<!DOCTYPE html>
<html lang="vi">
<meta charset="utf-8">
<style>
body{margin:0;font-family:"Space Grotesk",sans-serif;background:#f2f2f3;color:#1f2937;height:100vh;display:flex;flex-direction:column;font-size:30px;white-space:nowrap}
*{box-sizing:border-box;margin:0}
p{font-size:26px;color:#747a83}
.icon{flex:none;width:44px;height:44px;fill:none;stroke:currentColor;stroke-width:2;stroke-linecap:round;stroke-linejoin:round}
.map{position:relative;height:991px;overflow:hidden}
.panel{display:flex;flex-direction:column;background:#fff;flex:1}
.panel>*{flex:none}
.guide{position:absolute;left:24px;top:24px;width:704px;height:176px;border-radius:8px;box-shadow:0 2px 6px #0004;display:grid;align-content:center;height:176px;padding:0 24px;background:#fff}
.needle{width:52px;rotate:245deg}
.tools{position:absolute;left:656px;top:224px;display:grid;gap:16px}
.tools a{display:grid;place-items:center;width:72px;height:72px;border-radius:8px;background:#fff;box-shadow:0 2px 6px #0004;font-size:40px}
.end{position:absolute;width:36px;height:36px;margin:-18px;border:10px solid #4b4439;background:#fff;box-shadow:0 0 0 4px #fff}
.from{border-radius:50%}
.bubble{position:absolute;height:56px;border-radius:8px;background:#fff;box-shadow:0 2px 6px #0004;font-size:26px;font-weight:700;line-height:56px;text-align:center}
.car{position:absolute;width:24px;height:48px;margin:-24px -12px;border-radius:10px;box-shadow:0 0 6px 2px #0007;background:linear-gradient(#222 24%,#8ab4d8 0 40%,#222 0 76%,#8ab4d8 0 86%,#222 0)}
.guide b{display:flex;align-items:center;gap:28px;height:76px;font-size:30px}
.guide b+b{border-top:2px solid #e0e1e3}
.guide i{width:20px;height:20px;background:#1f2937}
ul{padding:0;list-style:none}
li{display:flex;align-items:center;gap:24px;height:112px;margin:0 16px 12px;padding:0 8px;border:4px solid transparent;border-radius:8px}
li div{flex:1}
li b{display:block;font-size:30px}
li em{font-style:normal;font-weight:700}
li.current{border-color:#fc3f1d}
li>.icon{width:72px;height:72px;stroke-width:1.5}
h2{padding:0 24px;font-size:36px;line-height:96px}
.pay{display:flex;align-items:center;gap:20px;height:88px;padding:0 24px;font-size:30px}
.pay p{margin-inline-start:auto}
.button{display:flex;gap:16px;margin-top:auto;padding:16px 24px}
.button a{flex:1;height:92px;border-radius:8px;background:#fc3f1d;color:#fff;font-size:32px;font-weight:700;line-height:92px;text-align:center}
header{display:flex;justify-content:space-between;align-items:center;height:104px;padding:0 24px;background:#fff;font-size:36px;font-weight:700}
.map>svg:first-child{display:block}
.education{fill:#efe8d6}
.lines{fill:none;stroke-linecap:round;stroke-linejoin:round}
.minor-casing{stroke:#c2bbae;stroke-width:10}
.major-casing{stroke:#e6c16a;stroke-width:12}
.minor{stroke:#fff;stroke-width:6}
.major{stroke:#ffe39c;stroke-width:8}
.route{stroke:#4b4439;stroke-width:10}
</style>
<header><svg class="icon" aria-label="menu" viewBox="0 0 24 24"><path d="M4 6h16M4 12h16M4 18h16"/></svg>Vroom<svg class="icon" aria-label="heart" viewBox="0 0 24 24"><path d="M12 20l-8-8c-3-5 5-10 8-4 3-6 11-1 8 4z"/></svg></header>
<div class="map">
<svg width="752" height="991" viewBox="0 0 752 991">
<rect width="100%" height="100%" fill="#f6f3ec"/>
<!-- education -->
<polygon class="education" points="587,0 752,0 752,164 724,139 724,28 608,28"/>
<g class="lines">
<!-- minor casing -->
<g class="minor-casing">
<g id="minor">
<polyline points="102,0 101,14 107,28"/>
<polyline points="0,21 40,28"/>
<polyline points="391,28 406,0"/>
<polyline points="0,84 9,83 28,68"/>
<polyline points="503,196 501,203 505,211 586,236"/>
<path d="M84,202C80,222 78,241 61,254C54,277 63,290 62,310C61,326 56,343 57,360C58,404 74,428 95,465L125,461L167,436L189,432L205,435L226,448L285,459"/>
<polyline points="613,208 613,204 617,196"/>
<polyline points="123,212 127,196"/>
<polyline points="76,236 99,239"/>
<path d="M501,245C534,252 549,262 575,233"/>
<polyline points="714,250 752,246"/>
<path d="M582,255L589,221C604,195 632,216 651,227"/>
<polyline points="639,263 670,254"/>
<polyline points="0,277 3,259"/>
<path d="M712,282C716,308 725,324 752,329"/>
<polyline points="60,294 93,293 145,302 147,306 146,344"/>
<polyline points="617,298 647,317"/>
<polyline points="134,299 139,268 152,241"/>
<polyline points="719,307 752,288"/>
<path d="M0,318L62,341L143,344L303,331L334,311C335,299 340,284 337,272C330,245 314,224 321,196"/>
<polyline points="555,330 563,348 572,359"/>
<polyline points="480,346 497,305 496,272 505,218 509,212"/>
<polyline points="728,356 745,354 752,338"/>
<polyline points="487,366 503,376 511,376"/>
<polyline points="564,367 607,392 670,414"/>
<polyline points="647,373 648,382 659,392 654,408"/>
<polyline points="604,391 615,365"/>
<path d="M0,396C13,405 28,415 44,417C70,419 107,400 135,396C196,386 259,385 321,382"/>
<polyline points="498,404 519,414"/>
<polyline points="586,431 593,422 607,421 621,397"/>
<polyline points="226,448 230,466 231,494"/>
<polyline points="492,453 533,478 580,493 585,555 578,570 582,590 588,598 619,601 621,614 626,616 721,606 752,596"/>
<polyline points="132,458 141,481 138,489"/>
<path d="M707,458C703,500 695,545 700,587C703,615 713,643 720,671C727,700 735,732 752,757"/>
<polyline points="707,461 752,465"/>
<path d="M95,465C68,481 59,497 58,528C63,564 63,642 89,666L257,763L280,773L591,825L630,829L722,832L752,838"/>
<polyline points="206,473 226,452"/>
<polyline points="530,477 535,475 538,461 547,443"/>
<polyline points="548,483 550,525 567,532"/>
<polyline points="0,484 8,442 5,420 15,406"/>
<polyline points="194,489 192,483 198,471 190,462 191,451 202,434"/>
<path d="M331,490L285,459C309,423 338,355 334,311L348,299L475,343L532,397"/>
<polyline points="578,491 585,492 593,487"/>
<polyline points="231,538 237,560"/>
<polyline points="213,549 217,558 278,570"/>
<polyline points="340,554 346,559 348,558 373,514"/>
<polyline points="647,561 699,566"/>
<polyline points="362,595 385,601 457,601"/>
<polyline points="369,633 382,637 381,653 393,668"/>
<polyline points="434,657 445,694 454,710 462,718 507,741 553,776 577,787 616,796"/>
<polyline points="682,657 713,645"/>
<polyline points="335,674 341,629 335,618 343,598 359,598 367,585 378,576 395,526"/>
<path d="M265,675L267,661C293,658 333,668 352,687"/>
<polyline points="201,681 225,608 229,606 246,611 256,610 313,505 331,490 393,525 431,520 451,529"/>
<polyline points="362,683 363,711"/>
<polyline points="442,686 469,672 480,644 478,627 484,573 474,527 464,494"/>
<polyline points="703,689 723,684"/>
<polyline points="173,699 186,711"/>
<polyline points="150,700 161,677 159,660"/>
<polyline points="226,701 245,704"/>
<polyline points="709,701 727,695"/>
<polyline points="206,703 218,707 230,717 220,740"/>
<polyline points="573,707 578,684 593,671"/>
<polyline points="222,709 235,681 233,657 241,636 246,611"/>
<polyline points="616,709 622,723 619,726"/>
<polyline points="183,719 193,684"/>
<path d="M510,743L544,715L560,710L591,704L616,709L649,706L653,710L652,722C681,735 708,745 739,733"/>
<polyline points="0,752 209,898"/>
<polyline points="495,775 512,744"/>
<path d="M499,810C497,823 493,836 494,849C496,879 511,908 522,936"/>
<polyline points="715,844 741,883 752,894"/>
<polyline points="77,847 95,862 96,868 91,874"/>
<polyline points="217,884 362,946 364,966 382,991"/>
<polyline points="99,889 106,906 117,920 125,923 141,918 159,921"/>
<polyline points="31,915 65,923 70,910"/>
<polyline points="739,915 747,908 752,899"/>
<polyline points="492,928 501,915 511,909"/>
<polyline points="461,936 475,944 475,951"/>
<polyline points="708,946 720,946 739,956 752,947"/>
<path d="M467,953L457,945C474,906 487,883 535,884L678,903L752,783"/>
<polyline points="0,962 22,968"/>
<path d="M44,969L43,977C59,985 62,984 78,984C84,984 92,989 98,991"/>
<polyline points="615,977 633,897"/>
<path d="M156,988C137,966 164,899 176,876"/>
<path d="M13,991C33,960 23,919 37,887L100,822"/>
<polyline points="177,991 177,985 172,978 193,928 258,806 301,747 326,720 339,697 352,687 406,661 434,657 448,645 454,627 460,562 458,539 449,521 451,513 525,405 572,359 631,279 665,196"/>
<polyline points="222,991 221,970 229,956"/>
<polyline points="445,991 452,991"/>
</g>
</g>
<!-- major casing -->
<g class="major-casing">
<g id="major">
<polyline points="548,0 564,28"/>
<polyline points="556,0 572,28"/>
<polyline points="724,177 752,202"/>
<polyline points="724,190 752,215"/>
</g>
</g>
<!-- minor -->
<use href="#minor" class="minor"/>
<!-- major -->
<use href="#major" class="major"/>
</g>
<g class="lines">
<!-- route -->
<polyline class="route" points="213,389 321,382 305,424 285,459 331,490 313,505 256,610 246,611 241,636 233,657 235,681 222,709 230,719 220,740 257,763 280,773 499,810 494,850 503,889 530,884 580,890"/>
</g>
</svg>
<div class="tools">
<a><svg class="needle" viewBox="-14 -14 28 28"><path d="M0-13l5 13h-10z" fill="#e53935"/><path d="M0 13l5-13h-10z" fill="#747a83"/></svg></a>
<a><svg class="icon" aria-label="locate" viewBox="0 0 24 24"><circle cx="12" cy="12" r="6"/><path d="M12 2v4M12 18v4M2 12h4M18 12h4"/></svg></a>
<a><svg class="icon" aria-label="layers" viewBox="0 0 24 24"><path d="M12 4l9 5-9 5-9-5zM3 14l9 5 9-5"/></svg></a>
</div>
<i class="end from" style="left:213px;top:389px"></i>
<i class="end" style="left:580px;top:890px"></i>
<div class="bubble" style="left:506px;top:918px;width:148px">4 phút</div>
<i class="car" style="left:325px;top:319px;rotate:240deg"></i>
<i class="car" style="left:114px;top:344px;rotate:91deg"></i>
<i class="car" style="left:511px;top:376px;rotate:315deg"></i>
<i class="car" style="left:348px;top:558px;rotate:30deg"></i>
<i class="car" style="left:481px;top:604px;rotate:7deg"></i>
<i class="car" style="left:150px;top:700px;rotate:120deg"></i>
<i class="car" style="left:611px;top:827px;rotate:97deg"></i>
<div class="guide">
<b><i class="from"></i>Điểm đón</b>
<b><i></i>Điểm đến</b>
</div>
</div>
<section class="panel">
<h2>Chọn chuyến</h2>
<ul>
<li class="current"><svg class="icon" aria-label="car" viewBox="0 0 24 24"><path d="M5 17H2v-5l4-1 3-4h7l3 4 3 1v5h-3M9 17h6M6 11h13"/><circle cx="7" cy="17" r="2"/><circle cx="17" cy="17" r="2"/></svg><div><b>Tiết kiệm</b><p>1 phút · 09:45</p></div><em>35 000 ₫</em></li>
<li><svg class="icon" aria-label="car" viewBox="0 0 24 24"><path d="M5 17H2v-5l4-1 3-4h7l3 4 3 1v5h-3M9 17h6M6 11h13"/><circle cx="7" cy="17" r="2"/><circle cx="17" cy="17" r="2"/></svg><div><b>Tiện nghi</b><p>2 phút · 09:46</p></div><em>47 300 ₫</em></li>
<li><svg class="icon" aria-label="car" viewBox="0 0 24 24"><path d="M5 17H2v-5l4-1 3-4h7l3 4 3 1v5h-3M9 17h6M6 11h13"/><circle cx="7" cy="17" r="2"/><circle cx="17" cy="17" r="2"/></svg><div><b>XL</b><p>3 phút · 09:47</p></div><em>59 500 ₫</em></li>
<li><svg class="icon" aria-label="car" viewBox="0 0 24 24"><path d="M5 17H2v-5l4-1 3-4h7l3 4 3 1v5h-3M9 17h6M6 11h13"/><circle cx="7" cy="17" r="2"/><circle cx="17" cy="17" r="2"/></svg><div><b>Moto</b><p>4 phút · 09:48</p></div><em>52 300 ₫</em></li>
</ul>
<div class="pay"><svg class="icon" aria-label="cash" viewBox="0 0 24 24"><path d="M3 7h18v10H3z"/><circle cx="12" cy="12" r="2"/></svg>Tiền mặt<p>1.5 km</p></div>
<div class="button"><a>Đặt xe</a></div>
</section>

####################

Give only the number of lines in the entries above that contain the string "linejoin".

2